[Stored data Boundary: Start]

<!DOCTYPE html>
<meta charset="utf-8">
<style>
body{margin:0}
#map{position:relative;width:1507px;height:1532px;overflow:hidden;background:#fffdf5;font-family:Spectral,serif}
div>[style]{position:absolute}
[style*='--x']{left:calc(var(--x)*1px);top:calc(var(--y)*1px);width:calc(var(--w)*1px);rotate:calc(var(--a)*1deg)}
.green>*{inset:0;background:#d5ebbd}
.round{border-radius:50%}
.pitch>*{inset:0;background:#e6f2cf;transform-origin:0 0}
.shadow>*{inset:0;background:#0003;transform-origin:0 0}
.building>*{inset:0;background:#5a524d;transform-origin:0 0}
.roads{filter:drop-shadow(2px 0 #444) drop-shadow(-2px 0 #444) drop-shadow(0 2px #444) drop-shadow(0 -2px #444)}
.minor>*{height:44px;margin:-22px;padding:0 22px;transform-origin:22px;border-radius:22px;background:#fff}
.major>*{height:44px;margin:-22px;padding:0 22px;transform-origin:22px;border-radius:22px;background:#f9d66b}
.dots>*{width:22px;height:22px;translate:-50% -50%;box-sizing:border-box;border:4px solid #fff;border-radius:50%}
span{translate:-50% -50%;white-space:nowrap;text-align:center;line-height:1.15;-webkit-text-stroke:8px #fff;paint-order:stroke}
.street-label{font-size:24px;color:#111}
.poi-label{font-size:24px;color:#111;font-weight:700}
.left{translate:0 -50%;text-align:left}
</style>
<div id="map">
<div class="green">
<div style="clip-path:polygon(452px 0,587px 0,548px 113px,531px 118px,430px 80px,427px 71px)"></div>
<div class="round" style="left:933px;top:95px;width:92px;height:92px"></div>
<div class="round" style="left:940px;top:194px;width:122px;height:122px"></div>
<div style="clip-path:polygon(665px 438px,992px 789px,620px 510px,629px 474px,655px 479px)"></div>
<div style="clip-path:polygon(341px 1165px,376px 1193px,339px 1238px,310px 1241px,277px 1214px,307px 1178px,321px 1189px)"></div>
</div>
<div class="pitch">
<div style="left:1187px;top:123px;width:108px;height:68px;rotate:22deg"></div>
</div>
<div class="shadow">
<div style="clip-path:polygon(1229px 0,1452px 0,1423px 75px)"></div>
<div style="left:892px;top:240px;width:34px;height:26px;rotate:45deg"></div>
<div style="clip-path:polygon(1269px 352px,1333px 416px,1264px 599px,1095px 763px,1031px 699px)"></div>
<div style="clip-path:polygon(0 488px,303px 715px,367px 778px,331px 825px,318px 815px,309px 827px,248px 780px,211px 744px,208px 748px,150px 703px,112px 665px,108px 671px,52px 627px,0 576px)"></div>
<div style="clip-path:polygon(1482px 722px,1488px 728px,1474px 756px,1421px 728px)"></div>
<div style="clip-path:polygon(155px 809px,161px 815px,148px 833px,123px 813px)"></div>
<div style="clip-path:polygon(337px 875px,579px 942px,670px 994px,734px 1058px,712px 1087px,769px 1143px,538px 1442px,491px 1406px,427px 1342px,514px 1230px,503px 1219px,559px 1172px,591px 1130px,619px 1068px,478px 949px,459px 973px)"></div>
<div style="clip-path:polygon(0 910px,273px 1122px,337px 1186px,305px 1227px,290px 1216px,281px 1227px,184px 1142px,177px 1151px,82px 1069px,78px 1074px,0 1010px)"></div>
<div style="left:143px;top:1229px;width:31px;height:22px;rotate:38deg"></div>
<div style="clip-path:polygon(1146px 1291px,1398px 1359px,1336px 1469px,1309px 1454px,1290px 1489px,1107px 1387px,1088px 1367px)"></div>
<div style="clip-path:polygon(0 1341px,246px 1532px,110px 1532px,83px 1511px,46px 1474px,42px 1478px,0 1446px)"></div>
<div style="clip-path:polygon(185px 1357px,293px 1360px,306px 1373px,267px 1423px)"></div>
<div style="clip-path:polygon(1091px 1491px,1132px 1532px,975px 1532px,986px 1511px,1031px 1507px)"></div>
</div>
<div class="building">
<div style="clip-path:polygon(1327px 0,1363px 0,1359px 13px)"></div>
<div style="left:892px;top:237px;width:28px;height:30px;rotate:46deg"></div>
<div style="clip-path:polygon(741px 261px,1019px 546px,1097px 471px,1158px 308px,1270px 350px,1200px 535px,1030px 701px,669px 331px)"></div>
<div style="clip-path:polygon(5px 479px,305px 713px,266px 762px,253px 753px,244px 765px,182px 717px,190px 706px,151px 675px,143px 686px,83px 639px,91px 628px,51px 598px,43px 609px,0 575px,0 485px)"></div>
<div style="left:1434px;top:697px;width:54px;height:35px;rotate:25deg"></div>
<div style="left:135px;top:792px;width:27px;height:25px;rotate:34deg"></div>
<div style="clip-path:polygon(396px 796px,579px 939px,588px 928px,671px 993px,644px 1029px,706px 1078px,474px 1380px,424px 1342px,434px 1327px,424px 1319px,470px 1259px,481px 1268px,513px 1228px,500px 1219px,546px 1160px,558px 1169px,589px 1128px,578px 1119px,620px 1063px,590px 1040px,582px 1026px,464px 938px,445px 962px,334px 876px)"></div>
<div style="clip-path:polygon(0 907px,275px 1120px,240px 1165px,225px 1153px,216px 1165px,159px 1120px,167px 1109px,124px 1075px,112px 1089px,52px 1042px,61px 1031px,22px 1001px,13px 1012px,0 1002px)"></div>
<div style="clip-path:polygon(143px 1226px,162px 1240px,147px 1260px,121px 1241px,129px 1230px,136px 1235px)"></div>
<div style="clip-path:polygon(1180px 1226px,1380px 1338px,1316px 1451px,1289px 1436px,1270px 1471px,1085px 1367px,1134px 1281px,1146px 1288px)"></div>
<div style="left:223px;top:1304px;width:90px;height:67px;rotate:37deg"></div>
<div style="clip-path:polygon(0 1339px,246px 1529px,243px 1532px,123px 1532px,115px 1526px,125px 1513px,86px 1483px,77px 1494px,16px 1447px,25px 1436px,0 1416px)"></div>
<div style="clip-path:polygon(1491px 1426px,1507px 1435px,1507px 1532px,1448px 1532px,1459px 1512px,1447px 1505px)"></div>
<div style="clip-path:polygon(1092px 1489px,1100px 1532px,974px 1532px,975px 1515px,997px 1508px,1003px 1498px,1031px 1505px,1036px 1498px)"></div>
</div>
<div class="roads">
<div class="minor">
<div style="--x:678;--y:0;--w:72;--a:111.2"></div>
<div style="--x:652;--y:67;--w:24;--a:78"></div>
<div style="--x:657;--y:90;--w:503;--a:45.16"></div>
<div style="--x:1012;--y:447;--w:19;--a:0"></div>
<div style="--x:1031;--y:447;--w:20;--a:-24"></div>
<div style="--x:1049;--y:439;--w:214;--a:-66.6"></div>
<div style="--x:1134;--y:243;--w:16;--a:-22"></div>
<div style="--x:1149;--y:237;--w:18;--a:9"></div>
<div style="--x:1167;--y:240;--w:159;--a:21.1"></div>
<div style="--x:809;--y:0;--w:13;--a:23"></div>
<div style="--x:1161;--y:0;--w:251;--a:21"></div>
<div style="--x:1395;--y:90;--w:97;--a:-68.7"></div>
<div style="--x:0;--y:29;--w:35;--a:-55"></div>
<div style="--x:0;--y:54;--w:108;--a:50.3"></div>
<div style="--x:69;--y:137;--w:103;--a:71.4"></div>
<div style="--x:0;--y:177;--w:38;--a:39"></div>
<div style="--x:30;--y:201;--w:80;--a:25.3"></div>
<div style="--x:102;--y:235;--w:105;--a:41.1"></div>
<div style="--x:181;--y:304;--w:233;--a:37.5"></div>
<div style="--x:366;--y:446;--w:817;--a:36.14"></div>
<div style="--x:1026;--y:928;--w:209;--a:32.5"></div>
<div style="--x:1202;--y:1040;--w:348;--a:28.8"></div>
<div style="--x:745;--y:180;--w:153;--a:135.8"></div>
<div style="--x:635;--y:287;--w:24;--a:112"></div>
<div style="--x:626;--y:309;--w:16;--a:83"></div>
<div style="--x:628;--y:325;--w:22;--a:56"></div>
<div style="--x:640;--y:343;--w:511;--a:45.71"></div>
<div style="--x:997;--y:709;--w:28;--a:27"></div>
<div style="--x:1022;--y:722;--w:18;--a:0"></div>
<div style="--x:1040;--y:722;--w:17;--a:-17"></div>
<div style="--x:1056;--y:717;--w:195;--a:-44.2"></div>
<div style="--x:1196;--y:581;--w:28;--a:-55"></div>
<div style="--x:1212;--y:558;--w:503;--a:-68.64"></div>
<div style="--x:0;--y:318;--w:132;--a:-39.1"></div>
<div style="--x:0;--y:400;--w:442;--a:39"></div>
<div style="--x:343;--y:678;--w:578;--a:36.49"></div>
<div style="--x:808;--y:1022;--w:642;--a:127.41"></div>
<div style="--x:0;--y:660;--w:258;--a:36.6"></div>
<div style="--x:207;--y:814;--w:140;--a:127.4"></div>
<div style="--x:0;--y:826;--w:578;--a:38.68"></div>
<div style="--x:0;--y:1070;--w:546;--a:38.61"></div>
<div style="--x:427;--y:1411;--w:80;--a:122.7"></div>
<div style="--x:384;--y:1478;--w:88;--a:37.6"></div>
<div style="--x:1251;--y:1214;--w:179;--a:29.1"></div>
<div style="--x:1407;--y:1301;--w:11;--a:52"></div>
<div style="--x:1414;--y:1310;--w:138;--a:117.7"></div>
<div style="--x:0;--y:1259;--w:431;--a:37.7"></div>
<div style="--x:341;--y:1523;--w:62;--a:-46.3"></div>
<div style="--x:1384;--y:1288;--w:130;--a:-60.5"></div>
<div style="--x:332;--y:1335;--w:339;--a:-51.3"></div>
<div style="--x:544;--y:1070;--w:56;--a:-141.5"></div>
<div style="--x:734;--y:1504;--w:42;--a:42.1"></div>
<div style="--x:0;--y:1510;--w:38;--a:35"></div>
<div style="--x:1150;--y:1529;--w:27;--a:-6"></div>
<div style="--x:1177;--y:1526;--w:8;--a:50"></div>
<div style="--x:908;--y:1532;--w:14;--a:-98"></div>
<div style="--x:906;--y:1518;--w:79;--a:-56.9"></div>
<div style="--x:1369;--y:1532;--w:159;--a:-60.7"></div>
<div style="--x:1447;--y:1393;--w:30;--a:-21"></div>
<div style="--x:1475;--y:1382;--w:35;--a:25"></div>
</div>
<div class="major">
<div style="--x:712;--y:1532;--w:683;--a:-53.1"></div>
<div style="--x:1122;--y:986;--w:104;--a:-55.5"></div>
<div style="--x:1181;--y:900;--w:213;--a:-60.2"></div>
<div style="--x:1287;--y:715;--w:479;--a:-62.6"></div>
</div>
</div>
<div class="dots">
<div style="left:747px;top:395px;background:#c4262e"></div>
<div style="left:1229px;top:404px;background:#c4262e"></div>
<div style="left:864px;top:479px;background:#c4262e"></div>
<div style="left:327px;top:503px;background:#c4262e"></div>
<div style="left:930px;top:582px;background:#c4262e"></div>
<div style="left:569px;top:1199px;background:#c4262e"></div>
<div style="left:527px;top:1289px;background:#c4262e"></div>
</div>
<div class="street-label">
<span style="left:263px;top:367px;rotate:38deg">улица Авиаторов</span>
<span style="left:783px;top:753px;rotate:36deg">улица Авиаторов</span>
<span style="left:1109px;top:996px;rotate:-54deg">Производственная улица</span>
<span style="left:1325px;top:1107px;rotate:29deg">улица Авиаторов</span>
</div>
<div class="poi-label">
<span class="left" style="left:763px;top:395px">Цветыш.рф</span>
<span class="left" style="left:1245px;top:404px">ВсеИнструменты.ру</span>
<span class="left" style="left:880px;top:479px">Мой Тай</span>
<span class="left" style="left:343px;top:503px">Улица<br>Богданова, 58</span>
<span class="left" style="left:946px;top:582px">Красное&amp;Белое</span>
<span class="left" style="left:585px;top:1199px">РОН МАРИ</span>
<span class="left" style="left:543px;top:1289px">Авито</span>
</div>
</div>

[Stored data Boundary: End]

What this task involves
Each line of the data that has the string "color" should be returned.

Result of the exercise
.street-label{font-size:24px;color:#111}
.poi-label{font-size:24px;color:#111;font-weight:700}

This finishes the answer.